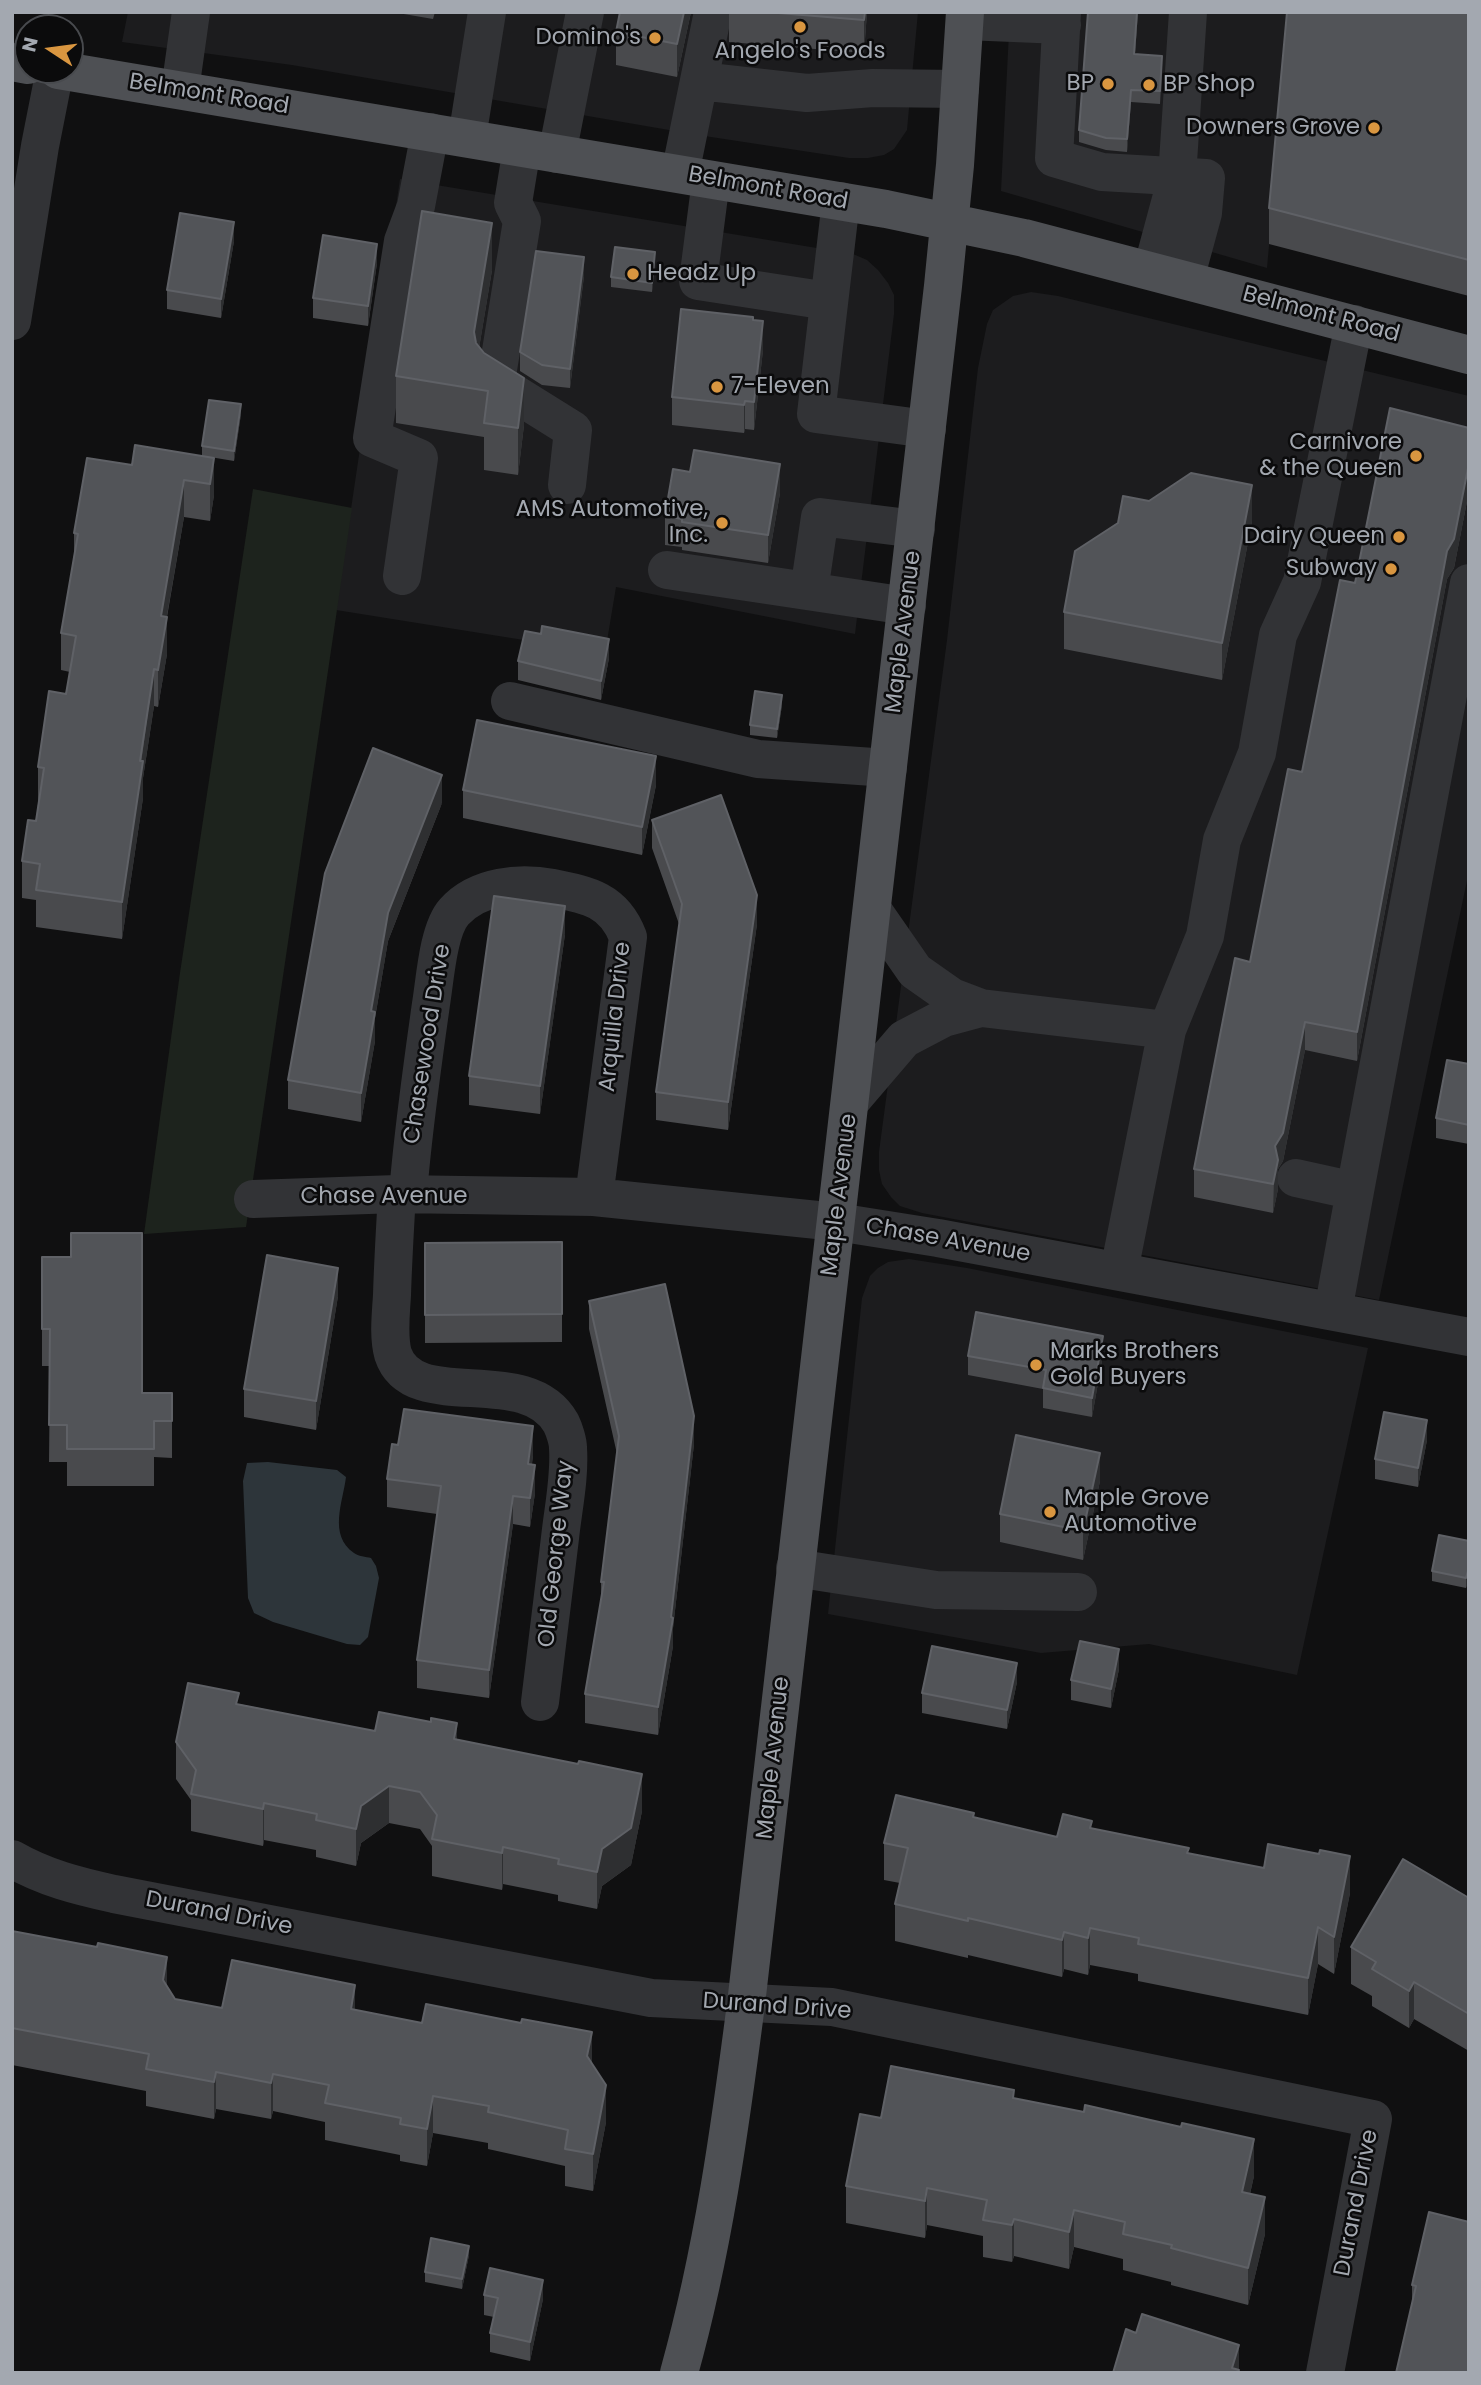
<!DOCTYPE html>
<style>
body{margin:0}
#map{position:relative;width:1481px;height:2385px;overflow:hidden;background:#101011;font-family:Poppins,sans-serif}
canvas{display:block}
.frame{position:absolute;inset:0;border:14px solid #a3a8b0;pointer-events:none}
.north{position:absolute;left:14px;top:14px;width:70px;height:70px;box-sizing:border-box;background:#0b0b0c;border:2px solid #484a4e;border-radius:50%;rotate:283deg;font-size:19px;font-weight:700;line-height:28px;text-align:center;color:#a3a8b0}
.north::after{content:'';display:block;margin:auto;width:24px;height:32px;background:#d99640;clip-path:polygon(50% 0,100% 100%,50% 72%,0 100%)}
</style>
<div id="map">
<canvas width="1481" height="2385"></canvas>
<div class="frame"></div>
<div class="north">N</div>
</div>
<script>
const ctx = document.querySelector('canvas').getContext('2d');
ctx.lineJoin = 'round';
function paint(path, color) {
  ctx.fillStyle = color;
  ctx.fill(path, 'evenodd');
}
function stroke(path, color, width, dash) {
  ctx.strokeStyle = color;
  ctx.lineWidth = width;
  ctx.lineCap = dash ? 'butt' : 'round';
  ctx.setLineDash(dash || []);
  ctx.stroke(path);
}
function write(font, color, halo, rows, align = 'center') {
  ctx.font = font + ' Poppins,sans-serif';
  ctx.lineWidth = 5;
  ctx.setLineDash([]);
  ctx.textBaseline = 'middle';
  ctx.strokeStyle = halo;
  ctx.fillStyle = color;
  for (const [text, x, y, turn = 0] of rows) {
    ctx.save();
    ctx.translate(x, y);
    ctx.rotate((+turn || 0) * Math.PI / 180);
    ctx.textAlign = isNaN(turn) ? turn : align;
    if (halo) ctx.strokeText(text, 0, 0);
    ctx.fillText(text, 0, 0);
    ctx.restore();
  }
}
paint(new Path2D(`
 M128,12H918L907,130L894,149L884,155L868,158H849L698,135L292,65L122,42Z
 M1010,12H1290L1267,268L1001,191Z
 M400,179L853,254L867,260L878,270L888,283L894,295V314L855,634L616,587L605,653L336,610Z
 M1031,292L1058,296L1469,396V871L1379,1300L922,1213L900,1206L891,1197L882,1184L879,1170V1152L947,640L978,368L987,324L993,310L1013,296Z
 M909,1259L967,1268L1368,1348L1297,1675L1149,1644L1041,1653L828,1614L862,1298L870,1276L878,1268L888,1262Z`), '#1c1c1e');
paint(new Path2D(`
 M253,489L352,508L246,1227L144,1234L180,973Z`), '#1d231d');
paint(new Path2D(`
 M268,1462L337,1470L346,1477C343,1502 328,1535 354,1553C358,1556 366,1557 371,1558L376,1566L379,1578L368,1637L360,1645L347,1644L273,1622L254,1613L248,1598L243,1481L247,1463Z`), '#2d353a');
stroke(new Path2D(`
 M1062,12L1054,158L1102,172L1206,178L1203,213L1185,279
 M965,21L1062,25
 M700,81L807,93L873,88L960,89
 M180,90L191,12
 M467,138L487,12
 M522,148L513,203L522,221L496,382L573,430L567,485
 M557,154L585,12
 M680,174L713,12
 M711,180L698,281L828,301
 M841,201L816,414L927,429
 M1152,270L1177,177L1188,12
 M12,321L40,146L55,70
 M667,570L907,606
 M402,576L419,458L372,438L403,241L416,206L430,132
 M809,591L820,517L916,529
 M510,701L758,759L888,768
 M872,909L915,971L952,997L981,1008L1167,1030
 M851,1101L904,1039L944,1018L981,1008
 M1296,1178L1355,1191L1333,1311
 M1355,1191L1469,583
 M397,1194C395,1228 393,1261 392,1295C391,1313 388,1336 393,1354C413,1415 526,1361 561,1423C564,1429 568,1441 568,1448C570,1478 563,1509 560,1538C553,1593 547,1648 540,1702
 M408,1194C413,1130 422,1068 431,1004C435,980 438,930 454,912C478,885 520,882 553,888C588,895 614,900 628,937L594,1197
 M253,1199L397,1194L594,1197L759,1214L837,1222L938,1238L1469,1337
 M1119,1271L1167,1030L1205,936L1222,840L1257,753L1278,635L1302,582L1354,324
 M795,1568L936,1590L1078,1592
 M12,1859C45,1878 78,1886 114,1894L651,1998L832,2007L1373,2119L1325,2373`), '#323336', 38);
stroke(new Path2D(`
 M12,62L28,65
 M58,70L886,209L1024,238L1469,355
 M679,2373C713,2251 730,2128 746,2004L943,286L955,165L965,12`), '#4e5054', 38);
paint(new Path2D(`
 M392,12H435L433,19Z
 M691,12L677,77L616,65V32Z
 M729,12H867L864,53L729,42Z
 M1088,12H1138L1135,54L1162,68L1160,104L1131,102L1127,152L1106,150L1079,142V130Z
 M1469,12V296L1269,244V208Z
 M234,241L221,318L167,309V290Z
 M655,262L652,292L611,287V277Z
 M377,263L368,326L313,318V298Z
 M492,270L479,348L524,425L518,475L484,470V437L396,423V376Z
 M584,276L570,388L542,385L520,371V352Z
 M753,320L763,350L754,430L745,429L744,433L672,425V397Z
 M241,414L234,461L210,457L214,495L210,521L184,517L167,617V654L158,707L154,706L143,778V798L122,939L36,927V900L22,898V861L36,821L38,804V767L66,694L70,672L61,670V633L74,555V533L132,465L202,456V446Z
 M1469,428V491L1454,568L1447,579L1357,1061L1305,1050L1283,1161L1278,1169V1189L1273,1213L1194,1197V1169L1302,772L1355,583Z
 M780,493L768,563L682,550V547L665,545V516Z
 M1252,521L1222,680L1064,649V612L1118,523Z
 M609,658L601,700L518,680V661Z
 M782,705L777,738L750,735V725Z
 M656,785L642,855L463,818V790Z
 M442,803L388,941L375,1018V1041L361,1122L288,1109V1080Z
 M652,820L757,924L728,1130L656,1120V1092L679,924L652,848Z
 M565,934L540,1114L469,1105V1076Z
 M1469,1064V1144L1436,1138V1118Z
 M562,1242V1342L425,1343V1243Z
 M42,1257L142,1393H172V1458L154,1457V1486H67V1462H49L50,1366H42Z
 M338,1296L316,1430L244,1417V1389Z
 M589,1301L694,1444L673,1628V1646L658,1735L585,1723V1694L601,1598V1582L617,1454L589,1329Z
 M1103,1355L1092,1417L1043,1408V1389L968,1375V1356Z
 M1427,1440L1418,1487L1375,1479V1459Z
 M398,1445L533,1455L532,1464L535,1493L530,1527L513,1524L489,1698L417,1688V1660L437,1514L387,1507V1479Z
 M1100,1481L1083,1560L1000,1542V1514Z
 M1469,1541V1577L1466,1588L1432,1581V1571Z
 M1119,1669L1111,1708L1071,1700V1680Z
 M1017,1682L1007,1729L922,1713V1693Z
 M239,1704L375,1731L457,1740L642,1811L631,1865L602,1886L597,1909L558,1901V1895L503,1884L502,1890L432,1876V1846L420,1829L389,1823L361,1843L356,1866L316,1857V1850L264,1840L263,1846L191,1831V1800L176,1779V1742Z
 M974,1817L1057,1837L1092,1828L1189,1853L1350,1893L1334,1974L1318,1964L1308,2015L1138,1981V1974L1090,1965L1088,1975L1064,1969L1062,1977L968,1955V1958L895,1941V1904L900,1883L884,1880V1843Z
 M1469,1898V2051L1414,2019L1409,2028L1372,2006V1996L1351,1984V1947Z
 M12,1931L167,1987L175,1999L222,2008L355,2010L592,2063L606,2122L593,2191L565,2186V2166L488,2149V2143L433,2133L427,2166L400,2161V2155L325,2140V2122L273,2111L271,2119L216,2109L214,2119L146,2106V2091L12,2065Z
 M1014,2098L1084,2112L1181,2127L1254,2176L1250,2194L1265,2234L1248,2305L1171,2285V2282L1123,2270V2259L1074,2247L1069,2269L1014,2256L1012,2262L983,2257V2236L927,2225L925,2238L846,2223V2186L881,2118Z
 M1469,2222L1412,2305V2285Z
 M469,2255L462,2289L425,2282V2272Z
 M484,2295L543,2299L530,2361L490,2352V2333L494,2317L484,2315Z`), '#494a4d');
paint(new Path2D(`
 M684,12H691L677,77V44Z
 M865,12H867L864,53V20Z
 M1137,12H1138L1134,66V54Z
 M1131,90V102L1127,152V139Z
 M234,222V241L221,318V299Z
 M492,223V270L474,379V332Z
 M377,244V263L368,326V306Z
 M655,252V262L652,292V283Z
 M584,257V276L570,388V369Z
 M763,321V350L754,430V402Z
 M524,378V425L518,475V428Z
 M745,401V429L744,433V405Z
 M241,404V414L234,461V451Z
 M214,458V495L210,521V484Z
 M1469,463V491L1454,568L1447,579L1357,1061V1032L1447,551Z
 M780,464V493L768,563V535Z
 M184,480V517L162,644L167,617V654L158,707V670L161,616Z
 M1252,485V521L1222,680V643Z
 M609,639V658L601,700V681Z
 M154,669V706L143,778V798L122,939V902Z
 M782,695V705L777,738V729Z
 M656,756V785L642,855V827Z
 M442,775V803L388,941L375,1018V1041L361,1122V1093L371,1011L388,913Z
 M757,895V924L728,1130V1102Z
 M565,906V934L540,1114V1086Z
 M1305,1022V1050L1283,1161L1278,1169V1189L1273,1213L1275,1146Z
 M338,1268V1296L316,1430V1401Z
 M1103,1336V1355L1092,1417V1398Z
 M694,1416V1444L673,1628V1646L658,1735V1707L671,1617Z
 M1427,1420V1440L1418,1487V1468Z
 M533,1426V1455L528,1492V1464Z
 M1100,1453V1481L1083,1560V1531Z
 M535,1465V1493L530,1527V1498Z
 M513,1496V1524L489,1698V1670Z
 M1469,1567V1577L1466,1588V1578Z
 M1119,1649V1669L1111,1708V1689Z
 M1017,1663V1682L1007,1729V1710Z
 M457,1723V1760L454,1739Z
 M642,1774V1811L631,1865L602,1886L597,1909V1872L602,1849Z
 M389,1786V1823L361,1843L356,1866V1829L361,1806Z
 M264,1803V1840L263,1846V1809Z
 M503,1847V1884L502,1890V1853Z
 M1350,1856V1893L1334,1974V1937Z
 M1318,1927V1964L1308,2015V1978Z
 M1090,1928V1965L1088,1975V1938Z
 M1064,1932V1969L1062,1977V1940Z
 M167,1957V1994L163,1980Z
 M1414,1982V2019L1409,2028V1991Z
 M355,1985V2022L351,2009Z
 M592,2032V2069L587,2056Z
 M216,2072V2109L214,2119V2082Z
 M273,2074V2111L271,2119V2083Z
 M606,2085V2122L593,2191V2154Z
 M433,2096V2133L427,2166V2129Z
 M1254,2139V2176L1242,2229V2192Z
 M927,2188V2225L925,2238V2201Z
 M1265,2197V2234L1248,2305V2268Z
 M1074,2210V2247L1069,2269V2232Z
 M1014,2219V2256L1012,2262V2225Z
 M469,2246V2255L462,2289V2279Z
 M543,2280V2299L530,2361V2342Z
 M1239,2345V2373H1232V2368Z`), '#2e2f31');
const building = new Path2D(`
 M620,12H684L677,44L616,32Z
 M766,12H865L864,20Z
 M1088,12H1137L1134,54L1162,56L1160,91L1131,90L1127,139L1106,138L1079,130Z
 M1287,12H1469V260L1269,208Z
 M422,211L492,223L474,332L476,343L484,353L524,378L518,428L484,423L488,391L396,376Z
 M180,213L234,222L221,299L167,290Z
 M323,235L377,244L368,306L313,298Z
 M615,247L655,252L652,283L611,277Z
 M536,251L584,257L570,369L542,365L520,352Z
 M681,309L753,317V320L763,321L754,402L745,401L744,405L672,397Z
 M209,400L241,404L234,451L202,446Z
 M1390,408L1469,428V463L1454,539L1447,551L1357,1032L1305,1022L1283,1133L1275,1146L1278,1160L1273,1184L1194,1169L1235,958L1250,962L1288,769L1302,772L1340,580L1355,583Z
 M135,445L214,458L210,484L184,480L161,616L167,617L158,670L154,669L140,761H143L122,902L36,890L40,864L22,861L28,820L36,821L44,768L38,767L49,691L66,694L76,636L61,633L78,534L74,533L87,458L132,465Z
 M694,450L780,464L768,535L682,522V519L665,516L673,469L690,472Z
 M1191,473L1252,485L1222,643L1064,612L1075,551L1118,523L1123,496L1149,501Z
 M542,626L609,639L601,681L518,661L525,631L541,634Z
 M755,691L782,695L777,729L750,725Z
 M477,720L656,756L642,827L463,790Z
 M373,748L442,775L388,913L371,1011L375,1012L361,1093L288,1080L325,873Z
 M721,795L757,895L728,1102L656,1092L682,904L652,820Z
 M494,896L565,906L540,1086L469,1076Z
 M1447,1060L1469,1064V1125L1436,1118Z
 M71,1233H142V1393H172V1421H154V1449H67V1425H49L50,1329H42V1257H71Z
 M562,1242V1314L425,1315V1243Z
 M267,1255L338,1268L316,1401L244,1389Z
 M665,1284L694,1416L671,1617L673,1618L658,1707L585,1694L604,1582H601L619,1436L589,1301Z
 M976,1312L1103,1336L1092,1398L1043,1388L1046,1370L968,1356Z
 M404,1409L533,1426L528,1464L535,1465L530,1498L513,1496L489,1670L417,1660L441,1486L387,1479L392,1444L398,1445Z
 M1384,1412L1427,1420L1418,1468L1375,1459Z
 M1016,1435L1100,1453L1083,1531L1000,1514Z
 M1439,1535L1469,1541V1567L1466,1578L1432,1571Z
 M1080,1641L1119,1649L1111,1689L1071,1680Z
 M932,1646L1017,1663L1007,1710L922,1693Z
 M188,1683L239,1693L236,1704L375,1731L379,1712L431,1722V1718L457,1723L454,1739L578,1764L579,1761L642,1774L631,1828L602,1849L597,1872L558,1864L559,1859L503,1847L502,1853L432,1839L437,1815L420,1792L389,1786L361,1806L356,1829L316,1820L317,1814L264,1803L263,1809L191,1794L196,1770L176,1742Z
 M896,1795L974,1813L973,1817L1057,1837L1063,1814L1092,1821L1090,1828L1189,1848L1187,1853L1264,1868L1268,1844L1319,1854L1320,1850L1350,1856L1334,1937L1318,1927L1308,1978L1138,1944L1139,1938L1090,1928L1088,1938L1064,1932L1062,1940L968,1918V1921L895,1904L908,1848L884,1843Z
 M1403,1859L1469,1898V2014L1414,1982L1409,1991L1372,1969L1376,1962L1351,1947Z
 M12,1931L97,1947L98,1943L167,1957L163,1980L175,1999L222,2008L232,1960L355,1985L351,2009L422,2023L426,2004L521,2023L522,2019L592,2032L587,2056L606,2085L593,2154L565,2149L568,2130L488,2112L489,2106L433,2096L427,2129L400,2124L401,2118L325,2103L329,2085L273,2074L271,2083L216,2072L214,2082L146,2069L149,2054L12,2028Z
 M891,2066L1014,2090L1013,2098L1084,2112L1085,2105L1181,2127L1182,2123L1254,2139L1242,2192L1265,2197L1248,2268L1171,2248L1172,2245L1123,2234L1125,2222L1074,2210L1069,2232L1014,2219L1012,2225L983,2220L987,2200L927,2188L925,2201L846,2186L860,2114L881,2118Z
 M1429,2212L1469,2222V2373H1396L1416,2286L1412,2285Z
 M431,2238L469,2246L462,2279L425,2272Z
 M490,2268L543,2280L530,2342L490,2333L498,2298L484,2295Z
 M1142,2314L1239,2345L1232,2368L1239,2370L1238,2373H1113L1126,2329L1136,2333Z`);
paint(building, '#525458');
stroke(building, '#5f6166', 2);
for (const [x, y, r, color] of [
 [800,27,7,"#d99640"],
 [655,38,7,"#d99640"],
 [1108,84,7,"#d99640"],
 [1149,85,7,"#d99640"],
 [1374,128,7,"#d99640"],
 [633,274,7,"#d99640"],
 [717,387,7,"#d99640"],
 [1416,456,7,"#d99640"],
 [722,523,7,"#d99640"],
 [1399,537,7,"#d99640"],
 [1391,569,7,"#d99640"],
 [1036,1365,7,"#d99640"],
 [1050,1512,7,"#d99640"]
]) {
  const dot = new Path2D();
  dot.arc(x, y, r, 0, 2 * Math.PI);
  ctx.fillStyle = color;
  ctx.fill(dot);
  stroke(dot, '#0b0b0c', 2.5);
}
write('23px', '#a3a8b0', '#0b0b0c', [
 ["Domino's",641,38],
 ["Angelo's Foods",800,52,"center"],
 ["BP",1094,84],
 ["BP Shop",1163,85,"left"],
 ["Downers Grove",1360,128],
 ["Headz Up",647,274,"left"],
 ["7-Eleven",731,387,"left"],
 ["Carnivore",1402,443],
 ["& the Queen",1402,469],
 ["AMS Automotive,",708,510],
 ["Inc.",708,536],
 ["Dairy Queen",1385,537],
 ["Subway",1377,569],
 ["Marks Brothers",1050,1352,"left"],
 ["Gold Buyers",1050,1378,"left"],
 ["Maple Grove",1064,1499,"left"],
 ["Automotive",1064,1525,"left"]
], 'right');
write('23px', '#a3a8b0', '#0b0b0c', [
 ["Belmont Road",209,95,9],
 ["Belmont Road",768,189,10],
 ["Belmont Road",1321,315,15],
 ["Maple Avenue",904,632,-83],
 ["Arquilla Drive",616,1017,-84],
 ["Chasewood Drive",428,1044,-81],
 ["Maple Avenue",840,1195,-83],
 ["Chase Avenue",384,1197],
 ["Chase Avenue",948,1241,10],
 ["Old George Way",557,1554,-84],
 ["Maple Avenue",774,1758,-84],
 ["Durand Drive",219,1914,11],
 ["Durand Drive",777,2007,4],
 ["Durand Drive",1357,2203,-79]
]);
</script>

•••••

▶ [What to work on] From the entries above, list each line with "strokeStyle" in it.

▶ [Task answer]
  ctx.strokeStyle = color;
  ctx.strokeStyle = halo;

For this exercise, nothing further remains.